Items from a data source
--------------------------------
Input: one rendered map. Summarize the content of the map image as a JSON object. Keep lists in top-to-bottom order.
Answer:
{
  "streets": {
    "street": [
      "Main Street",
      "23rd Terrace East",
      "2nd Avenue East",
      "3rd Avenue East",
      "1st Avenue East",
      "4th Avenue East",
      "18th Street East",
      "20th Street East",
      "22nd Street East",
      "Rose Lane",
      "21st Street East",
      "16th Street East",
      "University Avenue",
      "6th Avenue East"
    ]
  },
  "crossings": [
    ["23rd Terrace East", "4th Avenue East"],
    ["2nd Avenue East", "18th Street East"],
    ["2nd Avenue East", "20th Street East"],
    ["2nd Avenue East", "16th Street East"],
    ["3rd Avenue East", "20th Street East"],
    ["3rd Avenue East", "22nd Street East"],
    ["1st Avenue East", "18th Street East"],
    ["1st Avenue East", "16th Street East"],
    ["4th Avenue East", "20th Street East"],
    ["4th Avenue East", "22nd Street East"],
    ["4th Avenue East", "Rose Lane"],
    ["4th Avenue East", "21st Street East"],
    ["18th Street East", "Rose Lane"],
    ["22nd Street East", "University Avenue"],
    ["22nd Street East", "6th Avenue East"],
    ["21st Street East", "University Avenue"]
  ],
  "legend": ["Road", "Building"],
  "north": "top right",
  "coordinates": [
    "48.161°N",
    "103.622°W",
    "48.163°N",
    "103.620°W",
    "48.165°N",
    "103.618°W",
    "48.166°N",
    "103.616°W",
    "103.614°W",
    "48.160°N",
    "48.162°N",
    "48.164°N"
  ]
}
--------------------------------
About this task -
Pull out every line of the records that includes the string "Terrace".

Task response -
      "23rd Terrace East",
    ["23rd Terrace East", "4th Avenue East"],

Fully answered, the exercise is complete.